ABOUT THIS EXERCISE: Copy the listing exactly, images excluded.
┌─ AVAILABLE RECORDS
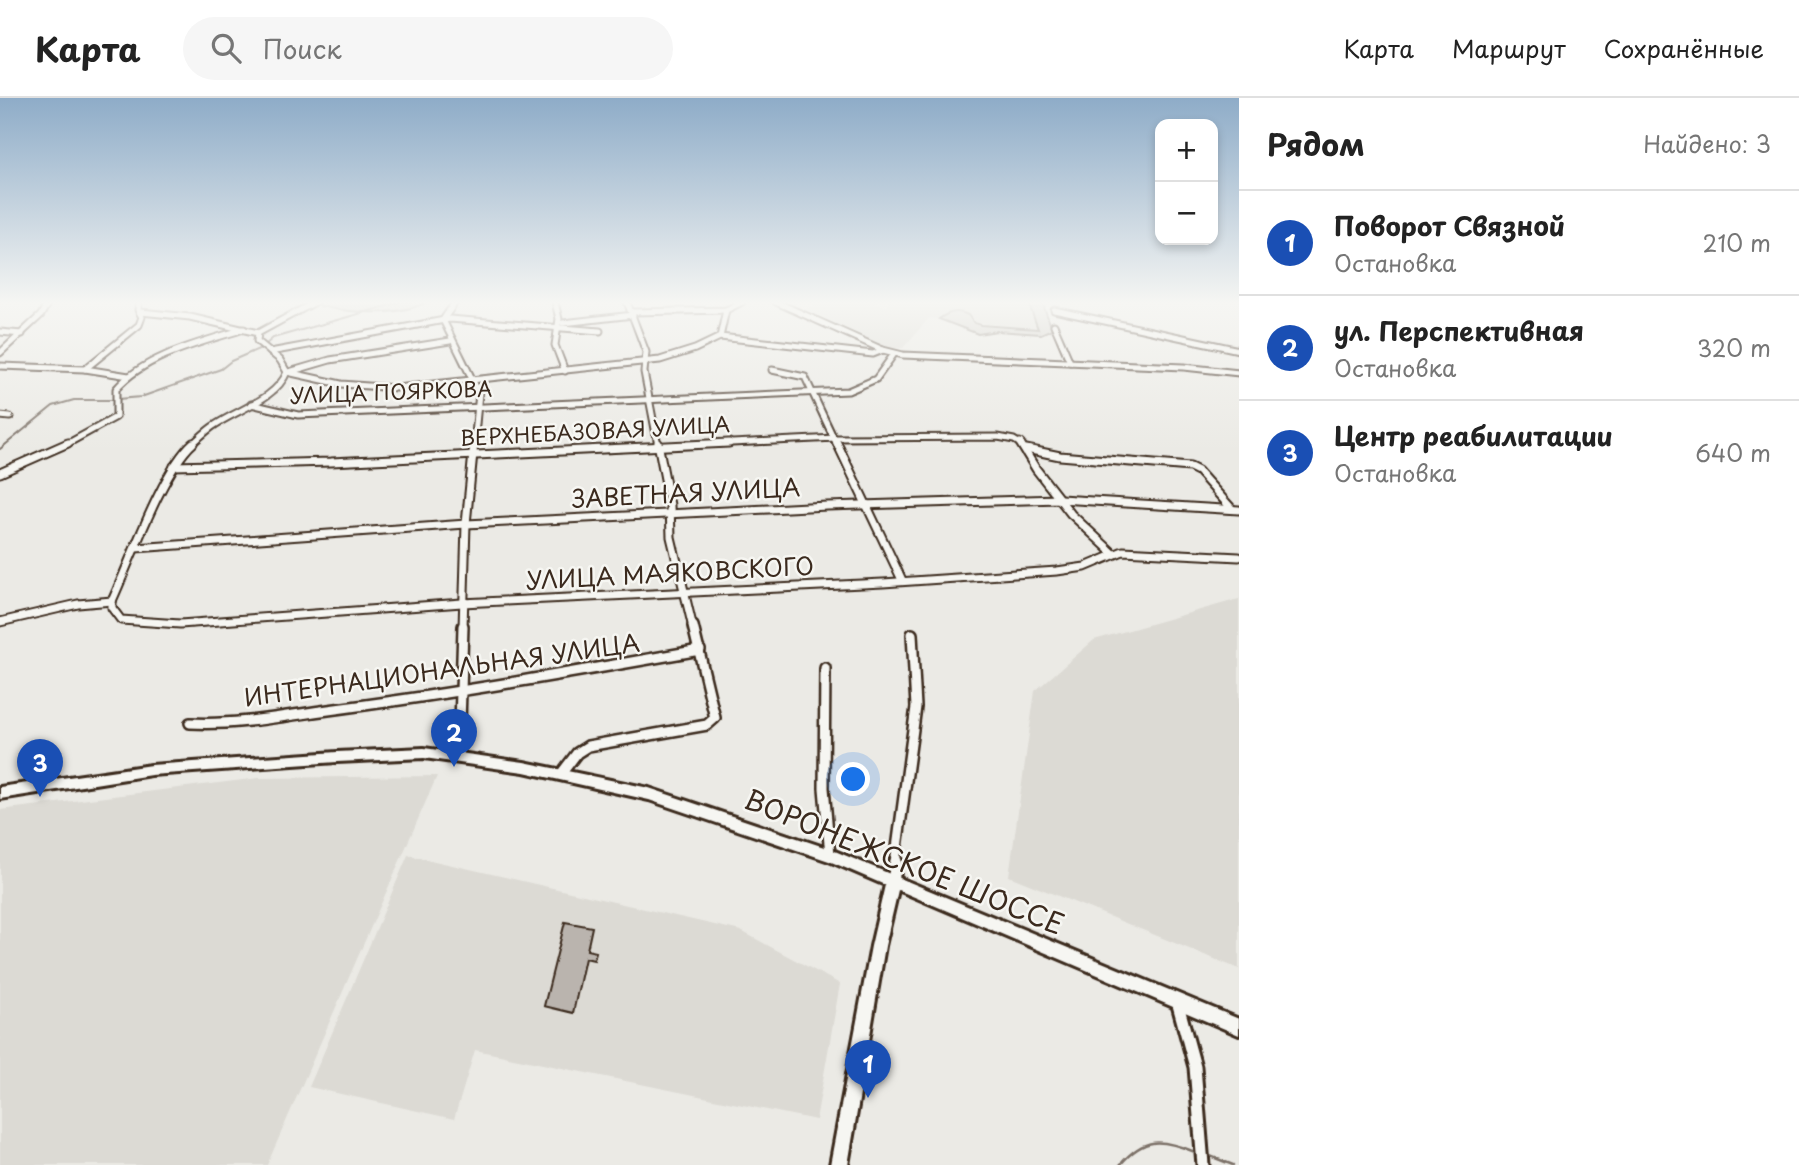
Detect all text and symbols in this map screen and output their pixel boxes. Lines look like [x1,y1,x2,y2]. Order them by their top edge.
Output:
search box [183,17,673,80]
text: Карта [35,23,141,73]
icon: search [207,29,245,67]
text: Поиск [263,29,342,68]
text: Карта [1343,30,1414,66]
text: Маршрут [1452,30,1566,66]
text: Сохранённые [1604,30,1764,66]
map controls [1155,119,1218,245]
button: + [1155,119,1218,182]
text: Рядом [1267,121,1365,166]
text: Найдено: 3 [1643,126,1771,161]
button: − [1155,182,1218,245]
text: Поворот Связной [1334,206,1565,245]
text: 1 [1285,225,1296,260]
text: 210 m [1703,225,1771,260]
text: Остановка [1334,245,1456,280]
text: ул. Перспективная [1334,311,1584,350]
text: 2 [1282,330,1298,365]
text: 320 m [1697,330,1771,365]
text: Остановка [1334,350,1456,385]
street label: УЛИЦА ПОЯРКОВА [289,371,493,411]
street label: ВЕРХНЕБАЗОВАЯ УЛИЦА [459,407,731,453]
text: Центр реабилитации [1334,416,1613,455]
text: 3 [1282,435,1298,470]
text: 640 m [1695,435,1771,470]
text: Остановка [1334,455,1456,490]
street label: ЗАВЕТНАЯ УЛИЦА [571,468,801,516]
street label: УЛИЦА МАЯКОВСКОГО [525,546,815,598]
street label: ИНТЕРНАЦИОНАЛЬНАЯ УЛИЦА [242,623,642,715]
pin: 2 [431,709,477,767]
pin: 3 [17,739,63,797]
your location [836,762,870,796]
street label: ВОРОНЕЖСКОЕ ШОССЕ [738,777,1071,945]
pin: 1 [845,1040,891,1098]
└─
SOLUTION FOR THIS TASK:
Detect all text and symbols in this map screen and output their pixel boxes. Lines look like [x1,y1,x2,y2]. Order them by their top edge.
Output:
search box [183,17,673,80]
text: Карта [35,23,141,73]
icon: search [207,29,245,67]
text: Поиск [263,29,342,68]
text: Карта [1343,30,1414,66]
text: Маршрут [1452,30,1566,66]
text: Сохранённые [1604,30,1764,66]
map controls [1155,119,1218,245]
button: + [1155,119,1218,182]
text: Рядом [1267,121,1365,166]
text: Найдено: 3 [1643,126,1771,161]
button: − [1155,182,1218,245]
text: Поворот Связной [1334,206,1565,245]
text: 1 [1285,225,1296,260]
text: 210 m [1703,225,1771,260]
text: Остановка [1334,245,1456,280]
text: ул. Перспективная [1334,311,1584,350]
text: 2 [1282,330,1298,365]
text: 320 m [1697,330,1771,365]
text: Остановка [1334,350,1456,385]
street label: УЛИЦА ПОЯРКОВА [289,371,493,411]
street label: ВЕРХНЕБАЗОВАЯ УЛИЦА [459,407,731,453]
text: Центр реабилитации [1334,416,1613,455]
text: 3 [1282,435,1298,470]
text: 640 m [1695,435,1771,470]
text: Остановка [1334,455,1456,490]
street label: ЗАВЕТНАЯ УЛИЦА [571,468,801,516]
street label: УЛИЦА МАЯКОВСКОГО [525,546,815,598]
street label: ИНТЕРНАЦИОНАЛЬНАЯ УЛИЦА [242,623,642,715]
pin: 2 [431,709,477,767]
pin: 3 [17,739,63,797]
your location [836,762,870,796]
street label: ВОРОНЕЖСКОЕ ШОССЕ [738,777,1071,945]
pin: 1 [845,1040,891,1098]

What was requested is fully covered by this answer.